Living Autism Out Loud, LLC (LAOL) was founded with the goal of decreasing and eventually eliminating cultural barriers that Black and Indigenous People of Color (BIPOC) (parents) face when accessing services and supports for their children with Autism and/or Intellectual Developmental Disabilities. 

 

By including the "parent voice" in professional support and services, LAOL focuses on improving family and provider partnership through culturally responsive training, curriculum development; in person and online presentations and parent lead panel discussions.

goal

To provide culturally responsive trainings and culturally responsive curriculum development to human service agencies, educational institutions and service providers.
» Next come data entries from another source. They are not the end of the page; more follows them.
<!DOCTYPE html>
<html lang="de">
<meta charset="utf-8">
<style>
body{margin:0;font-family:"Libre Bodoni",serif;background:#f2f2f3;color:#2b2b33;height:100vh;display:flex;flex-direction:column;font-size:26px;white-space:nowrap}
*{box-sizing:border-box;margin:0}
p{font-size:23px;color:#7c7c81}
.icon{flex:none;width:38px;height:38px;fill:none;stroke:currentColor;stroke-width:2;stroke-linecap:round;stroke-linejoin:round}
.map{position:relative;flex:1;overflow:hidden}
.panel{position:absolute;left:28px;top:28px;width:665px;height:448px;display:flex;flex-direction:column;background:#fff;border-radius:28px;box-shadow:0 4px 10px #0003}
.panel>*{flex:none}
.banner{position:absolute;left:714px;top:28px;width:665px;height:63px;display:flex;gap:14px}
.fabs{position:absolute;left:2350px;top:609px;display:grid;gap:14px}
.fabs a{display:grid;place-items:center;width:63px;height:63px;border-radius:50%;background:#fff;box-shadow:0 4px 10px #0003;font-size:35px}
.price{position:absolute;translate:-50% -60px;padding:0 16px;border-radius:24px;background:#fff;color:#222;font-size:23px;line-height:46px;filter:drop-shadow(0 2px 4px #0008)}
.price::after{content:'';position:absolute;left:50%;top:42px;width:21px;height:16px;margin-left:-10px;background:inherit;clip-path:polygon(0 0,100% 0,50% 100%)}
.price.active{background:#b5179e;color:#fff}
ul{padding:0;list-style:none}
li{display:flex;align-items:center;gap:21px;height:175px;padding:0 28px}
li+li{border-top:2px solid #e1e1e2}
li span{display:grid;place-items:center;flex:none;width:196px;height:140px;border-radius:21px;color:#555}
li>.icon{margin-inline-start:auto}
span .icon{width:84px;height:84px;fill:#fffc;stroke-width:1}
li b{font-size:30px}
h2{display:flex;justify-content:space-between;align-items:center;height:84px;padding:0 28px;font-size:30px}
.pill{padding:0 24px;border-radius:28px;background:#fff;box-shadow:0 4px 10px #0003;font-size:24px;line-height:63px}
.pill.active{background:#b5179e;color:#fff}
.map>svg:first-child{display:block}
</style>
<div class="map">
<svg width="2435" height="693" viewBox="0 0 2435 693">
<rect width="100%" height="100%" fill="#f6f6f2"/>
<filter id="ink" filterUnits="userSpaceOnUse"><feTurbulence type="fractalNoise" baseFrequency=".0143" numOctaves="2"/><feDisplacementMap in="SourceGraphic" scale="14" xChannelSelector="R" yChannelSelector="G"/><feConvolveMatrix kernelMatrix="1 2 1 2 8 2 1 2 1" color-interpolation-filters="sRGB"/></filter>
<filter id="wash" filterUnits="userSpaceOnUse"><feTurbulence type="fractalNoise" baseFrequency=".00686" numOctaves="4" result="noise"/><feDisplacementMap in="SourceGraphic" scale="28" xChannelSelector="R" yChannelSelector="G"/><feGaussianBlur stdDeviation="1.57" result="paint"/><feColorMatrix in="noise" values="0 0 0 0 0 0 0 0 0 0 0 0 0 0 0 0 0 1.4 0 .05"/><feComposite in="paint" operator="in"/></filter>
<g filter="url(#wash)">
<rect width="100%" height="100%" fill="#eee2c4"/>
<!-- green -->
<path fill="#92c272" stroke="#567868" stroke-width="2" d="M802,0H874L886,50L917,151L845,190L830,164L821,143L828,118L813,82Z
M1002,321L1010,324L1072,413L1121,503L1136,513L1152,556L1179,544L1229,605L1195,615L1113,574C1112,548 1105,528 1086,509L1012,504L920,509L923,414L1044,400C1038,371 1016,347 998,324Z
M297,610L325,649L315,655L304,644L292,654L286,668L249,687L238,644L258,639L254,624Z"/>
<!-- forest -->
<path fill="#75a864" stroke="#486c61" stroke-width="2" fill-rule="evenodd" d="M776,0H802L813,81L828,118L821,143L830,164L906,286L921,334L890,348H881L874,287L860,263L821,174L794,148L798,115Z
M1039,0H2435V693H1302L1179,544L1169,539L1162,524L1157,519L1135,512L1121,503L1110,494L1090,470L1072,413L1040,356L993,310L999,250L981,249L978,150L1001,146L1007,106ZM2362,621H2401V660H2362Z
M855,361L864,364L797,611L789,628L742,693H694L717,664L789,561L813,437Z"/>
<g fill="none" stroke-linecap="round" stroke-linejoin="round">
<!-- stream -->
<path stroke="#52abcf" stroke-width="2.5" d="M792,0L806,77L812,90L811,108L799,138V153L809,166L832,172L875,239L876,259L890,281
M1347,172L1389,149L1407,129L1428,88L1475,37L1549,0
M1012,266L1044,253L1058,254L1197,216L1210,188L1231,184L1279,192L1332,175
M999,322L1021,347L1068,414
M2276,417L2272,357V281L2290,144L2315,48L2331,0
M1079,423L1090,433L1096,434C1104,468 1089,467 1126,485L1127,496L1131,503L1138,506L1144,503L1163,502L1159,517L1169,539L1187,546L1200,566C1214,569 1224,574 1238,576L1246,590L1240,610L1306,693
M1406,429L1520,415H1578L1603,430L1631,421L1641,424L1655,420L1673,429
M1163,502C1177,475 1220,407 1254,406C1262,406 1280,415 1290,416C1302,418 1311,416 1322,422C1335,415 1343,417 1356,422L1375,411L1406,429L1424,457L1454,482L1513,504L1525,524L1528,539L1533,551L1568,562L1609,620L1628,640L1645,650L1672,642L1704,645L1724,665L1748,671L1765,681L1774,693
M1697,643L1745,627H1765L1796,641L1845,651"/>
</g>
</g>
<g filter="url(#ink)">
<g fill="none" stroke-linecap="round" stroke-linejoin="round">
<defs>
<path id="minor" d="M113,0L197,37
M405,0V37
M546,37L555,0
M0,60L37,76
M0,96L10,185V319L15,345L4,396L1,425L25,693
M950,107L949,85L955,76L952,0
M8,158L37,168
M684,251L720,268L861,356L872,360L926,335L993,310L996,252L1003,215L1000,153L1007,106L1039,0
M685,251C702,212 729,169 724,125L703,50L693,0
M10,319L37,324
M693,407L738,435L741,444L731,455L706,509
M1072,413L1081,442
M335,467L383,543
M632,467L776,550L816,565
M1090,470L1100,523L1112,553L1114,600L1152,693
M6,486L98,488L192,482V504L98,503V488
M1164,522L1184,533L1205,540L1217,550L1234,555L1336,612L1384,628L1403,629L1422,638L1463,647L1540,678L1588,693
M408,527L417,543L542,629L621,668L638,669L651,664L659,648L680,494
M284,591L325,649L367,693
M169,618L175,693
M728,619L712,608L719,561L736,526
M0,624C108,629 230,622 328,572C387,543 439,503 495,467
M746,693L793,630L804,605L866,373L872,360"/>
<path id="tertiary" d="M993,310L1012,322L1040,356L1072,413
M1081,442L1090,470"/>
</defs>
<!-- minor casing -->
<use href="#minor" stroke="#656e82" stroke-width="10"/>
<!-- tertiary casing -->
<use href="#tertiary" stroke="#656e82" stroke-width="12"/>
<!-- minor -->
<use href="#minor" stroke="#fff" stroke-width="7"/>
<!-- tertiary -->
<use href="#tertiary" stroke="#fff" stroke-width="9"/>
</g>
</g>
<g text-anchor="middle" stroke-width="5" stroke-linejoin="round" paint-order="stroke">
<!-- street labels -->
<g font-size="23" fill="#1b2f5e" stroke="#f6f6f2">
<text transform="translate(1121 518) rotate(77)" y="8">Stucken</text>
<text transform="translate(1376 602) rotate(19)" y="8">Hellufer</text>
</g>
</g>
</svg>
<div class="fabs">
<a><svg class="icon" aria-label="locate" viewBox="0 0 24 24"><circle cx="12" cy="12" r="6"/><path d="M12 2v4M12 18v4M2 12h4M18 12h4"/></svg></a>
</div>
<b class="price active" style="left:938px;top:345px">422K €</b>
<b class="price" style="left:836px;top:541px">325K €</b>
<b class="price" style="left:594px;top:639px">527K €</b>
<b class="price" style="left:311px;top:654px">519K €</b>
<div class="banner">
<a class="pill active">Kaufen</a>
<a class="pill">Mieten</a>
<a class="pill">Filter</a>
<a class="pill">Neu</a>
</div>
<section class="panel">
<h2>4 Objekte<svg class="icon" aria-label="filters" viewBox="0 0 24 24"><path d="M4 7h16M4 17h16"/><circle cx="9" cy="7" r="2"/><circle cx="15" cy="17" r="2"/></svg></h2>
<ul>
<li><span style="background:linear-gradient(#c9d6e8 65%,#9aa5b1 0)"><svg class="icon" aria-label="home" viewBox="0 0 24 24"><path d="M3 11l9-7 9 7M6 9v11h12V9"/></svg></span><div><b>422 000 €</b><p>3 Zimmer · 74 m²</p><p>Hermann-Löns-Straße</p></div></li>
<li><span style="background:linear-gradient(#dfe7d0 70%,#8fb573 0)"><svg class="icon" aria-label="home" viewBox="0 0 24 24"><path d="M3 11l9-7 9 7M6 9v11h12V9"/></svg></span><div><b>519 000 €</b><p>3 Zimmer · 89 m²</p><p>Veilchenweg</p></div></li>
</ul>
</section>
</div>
Our aim is to reduce and eventually eliminate barriers  that BIPOC families  face when accessing services for their children with autism spectrum disorder (ASD) and/or Intellectual Developmental

 

Disabilities.

mission

Our mission is to safe guard families of children with ASD and/or intellectual developmental disabilities against discriminatory

treatment when accessing services such as education, medical, dental, and  behavioral health.

 

Our focus is on communities that have been historically marginalized, oppressed and often devalued. We address these discriminatory practices by training service providers on how to engage with and support BIPOC families of children with autism and/or IDD using culturally responsive practices. 

 

 Our services include: culturally responsive curriculum development, in person and online presentations, training, and parent lead panel discussions.  

 

Our services are designed for services  providers who are actively working to address and eventually eradicate discretionary practices, microaggressions and inequities in their organizations. 

vision

Living Autism Out Loud, LLC envisions a space where BIPOC families of children with ASD and other intellectual developmental disabilities are seen as valuable members of society.

Valuable members who are worthy of accessing services that will promote growth; improve quality of life and  provide long term gains without barriers.